▶ [TASK TO CARRY OUT]: Wherever a line below holds the word "DAVIS", copy that line.

▶ [EXERCISE DATA]:

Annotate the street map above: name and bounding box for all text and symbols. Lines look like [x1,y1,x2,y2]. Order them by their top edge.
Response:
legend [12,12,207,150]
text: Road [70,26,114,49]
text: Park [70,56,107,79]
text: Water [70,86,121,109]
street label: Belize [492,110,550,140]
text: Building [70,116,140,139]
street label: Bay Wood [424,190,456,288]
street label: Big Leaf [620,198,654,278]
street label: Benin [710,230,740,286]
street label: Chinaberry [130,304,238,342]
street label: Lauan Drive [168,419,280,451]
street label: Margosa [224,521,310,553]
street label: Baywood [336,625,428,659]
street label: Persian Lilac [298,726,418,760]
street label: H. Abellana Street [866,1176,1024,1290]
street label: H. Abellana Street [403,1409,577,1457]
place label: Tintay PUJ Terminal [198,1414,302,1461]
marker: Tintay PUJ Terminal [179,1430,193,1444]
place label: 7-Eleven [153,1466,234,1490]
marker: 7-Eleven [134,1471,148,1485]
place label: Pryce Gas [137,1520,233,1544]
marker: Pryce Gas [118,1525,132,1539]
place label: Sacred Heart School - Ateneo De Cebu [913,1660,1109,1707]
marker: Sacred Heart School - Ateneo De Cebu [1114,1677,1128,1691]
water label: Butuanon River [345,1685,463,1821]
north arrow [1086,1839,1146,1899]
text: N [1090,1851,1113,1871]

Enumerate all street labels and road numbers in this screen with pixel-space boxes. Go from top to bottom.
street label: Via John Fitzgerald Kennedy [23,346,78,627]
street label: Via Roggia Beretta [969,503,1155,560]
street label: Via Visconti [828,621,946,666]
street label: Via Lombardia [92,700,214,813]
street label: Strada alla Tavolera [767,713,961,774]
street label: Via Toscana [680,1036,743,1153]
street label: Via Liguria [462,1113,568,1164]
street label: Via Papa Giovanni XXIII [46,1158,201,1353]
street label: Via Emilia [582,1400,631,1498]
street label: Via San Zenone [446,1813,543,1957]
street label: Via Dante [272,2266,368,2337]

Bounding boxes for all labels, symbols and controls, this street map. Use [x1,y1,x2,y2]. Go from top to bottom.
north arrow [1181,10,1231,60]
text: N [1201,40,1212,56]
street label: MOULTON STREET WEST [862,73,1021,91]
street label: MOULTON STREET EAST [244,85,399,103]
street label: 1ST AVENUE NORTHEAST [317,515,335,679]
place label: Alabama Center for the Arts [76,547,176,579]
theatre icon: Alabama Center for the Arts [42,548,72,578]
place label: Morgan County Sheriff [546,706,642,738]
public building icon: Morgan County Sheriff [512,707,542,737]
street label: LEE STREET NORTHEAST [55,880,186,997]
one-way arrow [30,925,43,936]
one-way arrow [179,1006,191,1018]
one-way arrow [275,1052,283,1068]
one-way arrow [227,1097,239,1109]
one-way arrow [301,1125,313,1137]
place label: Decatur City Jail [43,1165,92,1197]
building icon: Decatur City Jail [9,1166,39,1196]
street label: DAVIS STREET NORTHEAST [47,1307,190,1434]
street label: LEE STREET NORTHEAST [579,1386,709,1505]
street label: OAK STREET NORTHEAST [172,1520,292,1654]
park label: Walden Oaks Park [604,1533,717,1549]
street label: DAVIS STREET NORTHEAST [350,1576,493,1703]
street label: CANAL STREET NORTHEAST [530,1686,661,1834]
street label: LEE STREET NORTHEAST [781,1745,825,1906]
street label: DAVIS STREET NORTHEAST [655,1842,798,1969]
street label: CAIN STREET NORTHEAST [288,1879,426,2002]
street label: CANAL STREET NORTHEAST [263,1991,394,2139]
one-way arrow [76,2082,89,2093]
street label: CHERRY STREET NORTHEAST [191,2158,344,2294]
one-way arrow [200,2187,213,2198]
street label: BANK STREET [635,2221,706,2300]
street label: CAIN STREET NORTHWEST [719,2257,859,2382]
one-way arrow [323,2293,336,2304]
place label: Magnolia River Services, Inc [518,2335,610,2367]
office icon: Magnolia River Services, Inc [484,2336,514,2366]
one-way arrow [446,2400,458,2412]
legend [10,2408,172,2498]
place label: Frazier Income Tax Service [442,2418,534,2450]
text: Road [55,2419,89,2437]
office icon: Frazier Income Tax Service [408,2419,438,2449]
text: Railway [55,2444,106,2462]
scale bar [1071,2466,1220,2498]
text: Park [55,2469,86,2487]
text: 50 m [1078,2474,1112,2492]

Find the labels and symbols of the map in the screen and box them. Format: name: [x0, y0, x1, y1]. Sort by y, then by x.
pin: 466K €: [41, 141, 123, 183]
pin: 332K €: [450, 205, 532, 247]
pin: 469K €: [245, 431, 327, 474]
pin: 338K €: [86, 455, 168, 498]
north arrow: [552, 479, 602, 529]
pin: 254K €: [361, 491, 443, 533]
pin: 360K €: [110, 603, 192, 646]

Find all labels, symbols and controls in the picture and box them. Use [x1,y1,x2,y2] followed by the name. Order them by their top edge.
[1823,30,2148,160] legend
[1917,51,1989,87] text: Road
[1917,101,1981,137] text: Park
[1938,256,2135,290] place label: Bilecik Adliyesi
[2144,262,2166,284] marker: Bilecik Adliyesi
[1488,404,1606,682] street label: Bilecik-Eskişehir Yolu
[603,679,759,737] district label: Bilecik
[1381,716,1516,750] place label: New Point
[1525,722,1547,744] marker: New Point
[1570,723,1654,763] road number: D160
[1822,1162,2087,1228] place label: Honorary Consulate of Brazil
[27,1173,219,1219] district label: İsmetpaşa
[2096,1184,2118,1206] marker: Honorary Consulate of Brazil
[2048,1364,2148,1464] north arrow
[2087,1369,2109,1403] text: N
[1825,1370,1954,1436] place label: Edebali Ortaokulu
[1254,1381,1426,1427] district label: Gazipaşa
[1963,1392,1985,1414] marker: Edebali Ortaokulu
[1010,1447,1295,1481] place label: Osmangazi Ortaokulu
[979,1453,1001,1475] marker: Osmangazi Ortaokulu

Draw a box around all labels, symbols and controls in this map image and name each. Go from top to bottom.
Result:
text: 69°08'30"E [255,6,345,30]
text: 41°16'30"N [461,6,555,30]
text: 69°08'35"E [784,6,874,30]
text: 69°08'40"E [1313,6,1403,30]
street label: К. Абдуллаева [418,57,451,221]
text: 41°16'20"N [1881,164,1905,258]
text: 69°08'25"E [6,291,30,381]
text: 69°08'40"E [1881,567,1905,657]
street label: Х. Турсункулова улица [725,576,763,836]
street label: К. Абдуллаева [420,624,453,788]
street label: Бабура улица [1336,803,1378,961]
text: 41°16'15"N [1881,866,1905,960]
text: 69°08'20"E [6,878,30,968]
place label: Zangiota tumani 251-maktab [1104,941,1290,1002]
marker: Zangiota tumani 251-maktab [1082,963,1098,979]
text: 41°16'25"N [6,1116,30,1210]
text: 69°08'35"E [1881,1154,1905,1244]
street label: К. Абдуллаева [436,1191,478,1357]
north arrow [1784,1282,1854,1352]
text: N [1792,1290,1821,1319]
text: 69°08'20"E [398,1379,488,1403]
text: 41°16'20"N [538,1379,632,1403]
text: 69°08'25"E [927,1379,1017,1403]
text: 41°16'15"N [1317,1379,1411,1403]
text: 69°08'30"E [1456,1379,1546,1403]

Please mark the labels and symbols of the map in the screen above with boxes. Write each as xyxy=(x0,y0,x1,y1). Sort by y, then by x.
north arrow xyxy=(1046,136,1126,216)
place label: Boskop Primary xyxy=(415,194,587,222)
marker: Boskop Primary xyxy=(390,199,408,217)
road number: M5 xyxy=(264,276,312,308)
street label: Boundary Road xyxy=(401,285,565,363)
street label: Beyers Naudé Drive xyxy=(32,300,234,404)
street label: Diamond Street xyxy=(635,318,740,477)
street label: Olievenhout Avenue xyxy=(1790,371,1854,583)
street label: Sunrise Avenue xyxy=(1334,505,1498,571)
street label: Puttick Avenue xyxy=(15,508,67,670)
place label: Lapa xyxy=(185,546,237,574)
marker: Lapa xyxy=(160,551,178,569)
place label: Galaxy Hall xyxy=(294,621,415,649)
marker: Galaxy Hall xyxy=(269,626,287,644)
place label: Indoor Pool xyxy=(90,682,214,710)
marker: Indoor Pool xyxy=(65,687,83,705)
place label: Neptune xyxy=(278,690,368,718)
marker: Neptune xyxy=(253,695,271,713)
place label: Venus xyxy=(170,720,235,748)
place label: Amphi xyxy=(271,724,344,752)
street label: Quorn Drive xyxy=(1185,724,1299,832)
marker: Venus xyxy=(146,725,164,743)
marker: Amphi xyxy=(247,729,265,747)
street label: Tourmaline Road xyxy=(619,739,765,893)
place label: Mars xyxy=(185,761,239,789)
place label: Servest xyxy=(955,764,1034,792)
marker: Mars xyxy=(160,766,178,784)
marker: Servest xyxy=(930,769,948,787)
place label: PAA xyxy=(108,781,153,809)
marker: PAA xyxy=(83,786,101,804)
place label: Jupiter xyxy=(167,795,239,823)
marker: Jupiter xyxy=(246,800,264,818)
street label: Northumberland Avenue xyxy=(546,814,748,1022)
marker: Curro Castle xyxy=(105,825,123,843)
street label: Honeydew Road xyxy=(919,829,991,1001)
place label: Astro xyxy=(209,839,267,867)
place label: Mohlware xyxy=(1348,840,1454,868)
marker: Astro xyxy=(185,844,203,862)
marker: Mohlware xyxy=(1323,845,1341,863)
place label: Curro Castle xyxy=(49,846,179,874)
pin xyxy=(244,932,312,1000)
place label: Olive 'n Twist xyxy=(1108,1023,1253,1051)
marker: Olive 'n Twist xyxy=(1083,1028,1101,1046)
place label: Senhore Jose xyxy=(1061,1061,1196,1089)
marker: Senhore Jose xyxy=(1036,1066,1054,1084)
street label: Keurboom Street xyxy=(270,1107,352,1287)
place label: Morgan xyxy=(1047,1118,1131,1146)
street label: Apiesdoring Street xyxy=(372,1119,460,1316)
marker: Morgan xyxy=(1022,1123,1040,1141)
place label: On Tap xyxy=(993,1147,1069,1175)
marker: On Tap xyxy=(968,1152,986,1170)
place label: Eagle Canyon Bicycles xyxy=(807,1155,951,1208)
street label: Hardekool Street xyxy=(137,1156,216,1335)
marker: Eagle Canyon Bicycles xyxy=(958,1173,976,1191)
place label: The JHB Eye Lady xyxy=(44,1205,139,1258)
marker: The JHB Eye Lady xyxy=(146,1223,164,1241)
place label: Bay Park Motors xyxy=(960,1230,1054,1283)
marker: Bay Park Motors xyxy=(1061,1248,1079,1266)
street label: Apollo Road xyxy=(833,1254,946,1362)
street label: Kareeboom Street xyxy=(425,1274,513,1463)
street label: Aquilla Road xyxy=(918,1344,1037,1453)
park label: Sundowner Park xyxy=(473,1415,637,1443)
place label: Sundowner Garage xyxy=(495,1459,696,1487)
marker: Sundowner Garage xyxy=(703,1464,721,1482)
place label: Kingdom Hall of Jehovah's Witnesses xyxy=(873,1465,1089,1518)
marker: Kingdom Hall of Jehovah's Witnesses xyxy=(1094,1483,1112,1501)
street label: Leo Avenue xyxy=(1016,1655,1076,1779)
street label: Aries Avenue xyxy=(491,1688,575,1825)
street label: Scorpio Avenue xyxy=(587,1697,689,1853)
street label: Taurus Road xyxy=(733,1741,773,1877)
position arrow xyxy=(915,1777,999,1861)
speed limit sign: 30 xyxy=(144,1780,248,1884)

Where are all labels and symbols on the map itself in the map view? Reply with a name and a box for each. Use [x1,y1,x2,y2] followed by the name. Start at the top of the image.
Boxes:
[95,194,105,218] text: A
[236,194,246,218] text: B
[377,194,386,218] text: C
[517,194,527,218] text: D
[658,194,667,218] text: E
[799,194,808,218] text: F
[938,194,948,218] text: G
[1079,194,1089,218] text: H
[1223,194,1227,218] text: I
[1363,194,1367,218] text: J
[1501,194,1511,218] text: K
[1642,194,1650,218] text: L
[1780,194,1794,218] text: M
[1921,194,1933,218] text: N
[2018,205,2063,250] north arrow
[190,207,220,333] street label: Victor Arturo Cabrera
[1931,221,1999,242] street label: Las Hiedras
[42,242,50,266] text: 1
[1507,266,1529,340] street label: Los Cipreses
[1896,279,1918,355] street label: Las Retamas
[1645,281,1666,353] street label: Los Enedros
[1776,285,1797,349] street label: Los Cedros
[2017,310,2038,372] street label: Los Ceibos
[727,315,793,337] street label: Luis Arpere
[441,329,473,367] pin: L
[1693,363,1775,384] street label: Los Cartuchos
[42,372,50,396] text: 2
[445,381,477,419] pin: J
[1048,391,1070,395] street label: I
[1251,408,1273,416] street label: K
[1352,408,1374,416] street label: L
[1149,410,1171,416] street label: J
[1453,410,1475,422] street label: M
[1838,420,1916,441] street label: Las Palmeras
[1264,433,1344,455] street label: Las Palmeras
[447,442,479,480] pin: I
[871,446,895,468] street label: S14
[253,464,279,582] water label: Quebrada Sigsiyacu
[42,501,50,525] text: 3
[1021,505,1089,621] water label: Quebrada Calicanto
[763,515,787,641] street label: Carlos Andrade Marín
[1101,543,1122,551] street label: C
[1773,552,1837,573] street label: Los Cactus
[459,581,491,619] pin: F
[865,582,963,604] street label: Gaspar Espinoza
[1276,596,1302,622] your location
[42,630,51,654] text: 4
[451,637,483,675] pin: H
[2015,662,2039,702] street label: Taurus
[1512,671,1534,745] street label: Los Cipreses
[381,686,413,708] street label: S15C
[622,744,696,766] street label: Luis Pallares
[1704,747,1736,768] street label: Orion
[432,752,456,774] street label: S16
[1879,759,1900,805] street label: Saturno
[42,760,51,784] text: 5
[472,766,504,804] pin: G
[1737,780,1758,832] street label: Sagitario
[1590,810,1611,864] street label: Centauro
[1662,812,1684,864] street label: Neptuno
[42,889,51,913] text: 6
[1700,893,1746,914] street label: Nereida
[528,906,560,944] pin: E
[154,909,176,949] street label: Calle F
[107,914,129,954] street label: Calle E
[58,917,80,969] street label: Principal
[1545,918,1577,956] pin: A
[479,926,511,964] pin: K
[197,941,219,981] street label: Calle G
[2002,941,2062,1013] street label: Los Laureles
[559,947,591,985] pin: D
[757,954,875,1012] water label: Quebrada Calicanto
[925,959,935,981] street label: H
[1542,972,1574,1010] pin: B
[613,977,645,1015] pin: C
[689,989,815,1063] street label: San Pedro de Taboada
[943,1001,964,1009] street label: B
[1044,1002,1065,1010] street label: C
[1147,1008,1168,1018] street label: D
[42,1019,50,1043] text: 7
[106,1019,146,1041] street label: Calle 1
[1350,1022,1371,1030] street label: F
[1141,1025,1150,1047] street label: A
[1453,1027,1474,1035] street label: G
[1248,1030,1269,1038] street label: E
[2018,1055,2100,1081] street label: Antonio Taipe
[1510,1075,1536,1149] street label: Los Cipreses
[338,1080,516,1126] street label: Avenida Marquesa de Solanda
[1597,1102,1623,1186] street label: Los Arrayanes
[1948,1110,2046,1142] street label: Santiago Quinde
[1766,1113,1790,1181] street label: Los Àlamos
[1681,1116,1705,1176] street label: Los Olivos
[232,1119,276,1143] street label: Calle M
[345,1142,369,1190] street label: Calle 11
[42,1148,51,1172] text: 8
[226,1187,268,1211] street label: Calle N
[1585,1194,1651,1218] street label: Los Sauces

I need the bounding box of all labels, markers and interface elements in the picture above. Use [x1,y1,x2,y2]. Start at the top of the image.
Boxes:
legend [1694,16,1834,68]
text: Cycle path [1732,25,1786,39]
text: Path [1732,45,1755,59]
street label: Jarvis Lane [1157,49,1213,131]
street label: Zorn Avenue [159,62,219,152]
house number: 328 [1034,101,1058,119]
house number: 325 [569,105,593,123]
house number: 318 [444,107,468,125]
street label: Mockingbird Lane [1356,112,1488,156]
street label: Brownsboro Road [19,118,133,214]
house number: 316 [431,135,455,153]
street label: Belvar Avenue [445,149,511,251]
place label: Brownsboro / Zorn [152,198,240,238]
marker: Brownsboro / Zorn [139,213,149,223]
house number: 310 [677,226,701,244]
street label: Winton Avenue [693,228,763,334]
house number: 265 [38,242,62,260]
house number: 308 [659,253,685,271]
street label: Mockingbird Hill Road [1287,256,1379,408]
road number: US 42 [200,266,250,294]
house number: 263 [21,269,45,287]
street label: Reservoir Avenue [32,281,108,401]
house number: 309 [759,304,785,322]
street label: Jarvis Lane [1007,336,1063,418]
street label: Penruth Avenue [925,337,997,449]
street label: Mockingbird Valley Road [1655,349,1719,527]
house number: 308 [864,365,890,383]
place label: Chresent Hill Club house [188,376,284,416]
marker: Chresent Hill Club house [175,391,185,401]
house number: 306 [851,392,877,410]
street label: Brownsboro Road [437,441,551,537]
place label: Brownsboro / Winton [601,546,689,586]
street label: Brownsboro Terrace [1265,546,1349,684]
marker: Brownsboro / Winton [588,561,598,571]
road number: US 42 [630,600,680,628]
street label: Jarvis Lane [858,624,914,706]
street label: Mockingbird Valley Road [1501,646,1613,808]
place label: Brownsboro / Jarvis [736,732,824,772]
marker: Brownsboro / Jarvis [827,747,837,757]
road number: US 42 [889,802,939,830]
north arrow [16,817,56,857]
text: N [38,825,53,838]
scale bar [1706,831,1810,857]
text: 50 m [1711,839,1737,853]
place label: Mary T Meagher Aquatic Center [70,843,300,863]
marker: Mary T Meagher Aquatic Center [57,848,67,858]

▶ [OUTPUT FOR THIS EXERCISE]:
street label: DAVIS STREET NORTHEAST [47,1307,190,1434]
street label: DAVIS STREET NORTHEAST [350,1576,493,1703]
street label: DAVIS STREET NORTHEAST [655,1842,798,1969]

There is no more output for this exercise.